Regulation of pastured hogs in the wet season?

A:

I haven’t heard of a regulation that hogs aren’t allowed on pasture during that time, but it definitely isn’t recommended. With any livestock animals, having them out on pasture during Western Oregon’s wet season is detrimental to pasture health. If animals are on wet, saturated pastures this increases mud, weeds, and animal health problems, and decreases your forage productivity.

Shelter for hogs

Hogs can be especially susceptible to cold, wet environments and their love of rooting around can destroy a pasture really quickly, so it would be important to design a shelter and overwinter area to keep them during the wet season. It is also critical to formulate a full ration for hogs and remember that they cannot survive on grass alone, especially young pigs.

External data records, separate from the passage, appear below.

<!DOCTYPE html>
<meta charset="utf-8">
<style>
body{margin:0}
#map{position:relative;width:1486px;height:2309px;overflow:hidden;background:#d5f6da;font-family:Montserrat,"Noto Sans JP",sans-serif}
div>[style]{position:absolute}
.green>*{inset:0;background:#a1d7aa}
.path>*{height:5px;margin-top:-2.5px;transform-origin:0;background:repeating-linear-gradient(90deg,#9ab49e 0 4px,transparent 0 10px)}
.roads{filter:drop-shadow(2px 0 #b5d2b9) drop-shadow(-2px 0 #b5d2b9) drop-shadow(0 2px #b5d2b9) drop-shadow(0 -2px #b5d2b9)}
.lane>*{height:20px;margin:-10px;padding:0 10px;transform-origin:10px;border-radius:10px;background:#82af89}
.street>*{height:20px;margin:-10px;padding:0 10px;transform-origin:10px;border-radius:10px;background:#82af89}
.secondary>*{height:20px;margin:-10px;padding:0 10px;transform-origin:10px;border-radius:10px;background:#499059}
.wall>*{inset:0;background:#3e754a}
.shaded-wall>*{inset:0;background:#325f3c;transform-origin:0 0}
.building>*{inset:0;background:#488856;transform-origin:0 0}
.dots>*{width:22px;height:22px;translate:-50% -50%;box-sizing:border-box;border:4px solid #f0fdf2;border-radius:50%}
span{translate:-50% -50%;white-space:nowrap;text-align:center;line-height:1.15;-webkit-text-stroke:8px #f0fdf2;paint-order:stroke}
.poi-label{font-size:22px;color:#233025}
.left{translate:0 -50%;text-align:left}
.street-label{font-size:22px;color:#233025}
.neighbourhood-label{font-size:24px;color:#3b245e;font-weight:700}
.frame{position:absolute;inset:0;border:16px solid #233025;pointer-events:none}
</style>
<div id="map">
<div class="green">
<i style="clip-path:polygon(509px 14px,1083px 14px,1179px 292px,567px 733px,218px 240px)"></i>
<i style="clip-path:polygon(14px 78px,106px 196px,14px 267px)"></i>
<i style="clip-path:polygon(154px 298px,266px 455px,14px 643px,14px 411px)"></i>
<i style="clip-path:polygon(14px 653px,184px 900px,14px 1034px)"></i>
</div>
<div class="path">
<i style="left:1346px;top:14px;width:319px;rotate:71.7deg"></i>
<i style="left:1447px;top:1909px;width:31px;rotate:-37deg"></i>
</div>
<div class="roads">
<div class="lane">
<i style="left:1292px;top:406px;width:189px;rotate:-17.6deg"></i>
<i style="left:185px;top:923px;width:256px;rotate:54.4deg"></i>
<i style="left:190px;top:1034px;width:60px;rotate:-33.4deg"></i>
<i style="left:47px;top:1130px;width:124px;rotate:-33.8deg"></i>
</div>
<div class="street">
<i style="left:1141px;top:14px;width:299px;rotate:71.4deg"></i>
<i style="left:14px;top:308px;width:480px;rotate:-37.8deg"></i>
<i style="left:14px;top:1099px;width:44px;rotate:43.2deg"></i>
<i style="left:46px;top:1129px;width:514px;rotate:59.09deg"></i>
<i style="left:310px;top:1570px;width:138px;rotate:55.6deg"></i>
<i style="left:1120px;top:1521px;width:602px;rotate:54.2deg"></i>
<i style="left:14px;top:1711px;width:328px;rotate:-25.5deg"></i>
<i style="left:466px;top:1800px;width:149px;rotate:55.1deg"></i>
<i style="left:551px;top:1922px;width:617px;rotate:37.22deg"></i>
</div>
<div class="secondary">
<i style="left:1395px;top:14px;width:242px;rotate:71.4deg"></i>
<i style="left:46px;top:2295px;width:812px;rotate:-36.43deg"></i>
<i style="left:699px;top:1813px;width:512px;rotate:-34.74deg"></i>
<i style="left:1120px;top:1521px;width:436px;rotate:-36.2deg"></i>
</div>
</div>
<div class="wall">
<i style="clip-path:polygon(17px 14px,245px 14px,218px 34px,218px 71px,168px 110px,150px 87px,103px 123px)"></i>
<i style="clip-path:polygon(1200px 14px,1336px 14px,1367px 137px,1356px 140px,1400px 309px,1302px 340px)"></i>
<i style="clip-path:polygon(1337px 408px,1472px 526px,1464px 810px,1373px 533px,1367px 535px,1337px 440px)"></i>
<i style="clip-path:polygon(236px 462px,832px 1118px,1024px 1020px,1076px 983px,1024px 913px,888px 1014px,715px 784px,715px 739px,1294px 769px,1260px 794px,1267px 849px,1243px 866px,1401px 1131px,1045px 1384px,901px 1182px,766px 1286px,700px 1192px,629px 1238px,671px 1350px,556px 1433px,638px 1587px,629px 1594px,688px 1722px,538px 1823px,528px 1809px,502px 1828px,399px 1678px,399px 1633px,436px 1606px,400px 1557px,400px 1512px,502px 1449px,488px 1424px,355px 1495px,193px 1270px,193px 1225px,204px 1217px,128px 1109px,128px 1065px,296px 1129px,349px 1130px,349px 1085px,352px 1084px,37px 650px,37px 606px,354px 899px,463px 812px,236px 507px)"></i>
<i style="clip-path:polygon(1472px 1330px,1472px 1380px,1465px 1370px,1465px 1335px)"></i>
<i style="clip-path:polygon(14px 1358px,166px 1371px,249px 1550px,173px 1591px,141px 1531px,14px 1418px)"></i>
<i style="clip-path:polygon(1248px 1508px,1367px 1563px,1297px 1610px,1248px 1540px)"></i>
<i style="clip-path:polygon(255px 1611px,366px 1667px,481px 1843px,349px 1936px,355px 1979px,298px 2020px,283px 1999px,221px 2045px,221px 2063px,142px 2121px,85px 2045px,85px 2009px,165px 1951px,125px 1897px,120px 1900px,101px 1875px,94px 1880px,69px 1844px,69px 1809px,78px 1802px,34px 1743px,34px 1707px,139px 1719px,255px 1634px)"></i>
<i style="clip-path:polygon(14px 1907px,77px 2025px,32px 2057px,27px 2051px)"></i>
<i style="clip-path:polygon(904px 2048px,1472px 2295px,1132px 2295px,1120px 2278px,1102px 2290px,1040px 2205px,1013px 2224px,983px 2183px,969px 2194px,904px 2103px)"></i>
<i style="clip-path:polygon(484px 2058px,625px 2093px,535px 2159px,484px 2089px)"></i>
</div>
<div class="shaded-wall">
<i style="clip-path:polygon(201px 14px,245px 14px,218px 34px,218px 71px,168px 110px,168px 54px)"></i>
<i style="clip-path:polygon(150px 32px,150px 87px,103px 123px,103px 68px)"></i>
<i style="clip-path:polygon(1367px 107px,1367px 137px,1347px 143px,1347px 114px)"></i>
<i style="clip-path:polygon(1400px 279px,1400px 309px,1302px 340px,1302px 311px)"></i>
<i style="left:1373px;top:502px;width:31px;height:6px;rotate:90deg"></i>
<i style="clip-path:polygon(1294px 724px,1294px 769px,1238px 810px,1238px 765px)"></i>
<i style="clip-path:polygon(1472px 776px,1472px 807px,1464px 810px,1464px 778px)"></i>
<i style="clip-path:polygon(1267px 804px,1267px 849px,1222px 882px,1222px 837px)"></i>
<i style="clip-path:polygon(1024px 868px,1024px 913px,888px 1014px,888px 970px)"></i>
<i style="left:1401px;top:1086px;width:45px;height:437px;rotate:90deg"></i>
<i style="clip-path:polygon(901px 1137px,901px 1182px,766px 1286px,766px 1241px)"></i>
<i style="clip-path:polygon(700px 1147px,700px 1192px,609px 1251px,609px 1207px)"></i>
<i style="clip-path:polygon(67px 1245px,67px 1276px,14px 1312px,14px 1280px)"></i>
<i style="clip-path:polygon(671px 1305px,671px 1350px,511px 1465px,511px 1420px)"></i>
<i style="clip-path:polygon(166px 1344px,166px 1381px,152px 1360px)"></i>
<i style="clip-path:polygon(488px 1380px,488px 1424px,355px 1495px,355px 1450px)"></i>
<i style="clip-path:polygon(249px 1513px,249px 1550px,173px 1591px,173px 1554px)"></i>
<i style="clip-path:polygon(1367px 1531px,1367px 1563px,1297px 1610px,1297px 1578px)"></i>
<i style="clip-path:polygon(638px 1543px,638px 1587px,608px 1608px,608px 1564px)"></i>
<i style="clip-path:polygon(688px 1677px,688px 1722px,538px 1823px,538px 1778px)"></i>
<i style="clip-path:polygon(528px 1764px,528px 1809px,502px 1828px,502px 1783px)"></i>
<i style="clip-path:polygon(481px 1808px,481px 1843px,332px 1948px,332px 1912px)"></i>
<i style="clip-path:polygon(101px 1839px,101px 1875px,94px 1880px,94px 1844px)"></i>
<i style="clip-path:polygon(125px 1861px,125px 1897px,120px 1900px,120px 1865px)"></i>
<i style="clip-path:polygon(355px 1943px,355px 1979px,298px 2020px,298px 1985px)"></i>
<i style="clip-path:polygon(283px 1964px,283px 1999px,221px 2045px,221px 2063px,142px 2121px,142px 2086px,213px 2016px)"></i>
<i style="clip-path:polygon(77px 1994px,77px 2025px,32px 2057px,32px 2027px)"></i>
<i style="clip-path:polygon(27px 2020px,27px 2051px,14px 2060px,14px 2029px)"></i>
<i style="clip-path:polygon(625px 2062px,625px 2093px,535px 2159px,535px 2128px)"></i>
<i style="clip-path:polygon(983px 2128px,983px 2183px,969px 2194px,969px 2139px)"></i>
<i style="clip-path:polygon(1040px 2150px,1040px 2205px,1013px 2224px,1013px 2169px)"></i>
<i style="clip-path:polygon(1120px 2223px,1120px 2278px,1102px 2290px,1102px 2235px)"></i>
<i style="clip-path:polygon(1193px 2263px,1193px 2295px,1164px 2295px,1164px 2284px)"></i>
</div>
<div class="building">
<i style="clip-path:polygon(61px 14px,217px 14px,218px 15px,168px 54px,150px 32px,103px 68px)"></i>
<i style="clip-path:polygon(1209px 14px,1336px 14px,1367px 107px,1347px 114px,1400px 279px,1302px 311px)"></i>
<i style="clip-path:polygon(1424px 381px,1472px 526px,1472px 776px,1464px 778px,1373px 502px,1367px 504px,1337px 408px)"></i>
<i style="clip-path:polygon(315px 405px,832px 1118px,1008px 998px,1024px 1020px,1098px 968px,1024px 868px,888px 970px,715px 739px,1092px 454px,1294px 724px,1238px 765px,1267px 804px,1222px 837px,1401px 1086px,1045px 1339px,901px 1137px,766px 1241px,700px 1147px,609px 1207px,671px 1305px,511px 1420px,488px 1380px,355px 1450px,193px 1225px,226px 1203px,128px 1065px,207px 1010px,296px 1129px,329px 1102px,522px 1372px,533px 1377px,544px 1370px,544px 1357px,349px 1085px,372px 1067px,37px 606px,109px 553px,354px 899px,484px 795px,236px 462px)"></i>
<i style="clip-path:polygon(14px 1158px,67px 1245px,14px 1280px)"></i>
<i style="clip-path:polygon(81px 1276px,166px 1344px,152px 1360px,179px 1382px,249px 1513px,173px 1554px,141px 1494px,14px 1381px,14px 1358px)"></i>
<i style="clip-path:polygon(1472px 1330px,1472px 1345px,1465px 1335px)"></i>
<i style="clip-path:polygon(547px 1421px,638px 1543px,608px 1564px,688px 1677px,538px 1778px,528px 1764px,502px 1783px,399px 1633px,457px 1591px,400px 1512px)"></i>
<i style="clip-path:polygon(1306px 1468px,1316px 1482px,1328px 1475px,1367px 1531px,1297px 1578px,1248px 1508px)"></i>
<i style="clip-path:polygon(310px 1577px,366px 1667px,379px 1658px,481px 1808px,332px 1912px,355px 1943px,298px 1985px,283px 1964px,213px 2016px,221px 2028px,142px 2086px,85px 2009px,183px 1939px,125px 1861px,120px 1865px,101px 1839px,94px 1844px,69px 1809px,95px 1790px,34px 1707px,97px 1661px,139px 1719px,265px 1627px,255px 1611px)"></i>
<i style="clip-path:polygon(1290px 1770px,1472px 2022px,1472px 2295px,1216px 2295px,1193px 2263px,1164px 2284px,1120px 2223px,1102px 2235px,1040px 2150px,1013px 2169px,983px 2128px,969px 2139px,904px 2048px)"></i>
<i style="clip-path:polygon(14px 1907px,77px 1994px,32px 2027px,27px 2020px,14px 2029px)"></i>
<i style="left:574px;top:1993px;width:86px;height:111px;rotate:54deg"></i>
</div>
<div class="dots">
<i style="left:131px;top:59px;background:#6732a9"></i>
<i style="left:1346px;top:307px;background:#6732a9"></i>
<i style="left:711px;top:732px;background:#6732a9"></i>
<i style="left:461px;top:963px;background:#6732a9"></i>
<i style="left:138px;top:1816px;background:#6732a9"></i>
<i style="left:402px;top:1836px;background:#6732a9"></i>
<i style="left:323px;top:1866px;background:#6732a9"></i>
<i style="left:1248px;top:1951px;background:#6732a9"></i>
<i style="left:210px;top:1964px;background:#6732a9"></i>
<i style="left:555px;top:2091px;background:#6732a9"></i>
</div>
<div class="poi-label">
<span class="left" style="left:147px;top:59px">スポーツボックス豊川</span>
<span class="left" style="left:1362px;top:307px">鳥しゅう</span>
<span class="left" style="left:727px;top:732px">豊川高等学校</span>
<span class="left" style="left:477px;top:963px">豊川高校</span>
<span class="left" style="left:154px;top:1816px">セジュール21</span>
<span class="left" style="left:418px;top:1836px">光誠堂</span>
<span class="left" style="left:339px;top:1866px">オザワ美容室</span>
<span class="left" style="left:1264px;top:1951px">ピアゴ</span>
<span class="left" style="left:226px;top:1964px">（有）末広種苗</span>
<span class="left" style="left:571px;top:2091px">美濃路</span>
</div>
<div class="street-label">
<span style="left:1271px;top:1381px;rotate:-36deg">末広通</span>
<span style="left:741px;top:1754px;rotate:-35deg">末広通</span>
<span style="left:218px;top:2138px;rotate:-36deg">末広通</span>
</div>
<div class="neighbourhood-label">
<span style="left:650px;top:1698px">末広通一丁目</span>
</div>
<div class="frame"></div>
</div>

Agricultural Water Quality Management Plans

The information you heard might be related to land and water quality issues related to pigs on pasture (or any animals that might destroy pasture) in the winter. This would come from the Agricultural Water Quality Management Plan for the watershed where the farm is located. These are available on the Oregon Department of Agriculture website.

The enforcement of the AgWQM rules is site-specific, so it is possible that if a landowner has had pigs on pasture in the winter and the result is a big, muddy, manure pit, then ODA can create a plan for them that says they won’t house pigs outside during a specific time frame. It wouldn’t be enforced for an entire county or area though.

Check to see what your watershed's AgWQM plan has to say about maintaining vegetation and preventing runoff into waters of the state (including road ditches and ground-water) and if so, figure out a way to manage so that you are in compliance. Regardless, provide a shelter for the hogs.